Exercise objective:
Search the listing below for the word "controls" and return each line that contains it.

Material for the task:
········

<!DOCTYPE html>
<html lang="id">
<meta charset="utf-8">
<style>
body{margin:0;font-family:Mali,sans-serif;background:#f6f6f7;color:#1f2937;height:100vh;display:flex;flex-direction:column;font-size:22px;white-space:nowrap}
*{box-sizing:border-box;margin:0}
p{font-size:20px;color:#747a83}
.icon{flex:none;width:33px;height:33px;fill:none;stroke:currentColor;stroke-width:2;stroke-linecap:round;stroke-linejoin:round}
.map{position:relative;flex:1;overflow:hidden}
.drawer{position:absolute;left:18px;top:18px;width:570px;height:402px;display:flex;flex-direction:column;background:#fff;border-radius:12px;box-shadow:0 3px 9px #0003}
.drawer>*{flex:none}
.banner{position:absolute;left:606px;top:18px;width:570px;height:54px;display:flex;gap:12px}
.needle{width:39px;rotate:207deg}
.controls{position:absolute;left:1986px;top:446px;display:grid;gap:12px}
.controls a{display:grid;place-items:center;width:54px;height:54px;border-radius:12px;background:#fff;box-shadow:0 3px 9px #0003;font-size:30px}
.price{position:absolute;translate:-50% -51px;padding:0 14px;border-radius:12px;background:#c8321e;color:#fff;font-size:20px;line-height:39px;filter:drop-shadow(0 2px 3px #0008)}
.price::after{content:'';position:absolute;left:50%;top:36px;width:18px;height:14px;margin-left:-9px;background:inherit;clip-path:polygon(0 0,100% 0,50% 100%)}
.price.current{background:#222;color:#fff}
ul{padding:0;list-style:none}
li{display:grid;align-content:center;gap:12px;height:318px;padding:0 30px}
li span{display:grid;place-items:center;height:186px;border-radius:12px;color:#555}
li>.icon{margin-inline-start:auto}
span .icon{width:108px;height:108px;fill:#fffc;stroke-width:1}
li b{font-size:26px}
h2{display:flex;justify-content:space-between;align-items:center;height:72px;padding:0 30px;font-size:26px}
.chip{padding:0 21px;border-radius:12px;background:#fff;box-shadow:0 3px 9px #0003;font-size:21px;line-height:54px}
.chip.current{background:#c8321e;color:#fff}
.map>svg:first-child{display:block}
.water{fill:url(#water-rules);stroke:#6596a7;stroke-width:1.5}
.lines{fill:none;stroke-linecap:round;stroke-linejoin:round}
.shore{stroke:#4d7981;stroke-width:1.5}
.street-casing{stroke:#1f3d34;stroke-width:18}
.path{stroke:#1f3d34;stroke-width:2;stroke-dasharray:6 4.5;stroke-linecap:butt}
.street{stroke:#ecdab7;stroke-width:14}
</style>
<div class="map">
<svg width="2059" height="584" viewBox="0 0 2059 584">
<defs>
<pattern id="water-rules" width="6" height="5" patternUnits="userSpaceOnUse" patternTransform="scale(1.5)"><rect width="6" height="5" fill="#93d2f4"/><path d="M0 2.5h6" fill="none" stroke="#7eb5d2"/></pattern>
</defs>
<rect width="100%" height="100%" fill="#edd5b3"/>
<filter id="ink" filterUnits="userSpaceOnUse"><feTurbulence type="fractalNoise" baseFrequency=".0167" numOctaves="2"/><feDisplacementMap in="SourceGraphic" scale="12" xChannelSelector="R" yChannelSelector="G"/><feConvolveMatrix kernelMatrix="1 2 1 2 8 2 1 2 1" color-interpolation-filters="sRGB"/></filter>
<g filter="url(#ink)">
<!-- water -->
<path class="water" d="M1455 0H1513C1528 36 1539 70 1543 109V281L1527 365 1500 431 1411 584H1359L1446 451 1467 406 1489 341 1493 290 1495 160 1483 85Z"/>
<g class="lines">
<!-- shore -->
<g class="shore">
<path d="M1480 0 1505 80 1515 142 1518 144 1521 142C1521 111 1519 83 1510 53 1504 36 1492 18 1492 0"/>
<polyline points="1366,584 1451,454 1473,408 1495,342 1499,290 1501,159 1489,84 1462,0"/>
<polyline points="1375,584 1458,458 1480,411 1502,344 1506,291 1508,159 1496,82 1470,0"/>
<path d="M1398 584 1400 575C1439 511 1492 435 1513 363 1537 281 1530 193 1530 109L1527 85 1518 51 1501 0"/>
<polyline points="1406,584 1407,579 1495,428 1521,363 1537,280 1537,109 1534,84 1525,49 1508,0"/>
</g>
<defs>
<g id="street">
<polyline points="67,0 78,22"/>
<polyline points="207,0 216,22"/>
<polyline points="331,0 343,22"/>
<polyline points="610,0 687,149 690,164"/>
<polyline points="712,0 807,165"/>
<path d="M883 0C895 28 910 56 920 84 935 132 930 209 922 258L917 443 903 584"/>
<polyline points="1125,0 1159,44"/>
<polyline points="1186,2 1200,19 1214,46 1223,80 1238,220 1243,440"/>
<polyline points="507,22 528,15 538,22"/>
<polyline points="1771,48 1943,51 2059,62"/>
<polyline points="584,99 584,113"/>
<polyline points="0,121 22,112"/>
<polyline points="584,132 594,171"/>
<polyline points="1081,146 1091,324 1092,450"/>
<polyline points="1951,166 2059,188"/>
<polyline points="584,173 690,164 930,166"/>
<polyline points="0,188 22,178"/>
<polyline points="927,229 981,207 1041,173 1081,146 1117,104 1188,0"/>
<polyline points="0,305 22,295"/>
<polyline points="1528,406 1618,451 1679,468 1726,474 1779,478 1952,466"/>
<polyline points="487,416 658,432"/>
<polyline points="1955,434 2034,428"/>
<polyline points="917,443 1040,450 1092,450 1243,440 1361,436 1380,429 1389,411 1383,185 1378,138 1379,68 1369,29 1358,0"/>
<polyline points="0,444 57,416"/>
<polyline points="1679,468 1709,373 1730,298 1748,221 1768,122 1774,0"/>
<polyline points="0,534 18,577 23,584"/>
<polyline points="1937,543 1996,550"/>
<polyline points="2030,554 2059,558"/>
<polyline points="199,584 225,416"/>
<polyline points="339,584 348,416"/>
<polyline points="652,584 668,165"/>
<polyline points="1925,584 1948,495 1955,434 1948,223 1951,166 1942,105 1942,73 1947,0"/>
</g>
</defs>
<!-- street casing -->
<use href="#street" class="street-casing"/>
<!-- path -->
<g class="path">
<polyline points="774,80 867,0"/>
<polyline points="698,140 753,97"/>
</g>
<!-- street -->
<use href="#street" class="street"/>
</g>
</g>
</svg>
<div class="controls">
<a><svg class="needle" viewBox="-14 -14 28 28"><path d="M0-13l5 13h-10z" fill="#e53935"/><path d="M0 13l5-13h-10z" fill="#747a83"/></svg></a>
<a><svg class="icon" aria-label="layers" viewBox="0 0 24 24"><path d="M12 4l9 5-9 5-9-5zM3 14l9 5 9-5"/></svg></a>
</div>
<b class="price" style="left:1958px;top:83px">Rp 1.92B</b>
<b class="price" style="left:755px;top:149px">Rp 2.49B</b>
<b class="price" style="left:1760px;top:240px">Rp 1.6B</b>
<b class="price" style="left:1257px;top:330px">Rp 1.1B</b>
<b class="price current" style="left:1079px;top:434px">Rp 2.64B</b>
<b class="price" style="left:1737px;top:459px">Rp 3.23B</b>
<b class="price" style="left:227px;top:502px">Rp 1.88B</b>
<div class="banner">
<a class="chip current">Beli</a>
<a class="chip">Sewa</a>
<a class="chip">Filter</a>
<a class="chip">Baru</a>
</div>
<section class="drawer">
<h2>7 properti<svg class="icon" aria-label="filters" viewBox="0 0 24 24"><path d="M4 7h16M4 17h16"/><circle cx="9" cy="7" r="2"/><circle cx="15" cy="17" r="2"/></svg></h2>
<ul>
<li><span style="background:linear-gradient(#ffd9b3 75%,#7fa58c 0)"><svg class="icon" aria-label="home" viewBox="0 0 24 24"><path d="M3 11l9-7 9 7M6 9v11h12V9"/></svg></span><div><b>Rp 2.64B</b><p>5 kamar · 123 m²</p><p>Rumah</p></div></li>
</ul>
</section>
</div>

········

Written response:
.controls{position:absolute;left:1986px;top:446px;display:grid;gap:12px}
.controls a{display:grid;place-items:center;width:54px;height:54px;border-radius:12px;background:#fff;box-shadow:0 3px 9px #0003;font-size:30px}
<div class="controls">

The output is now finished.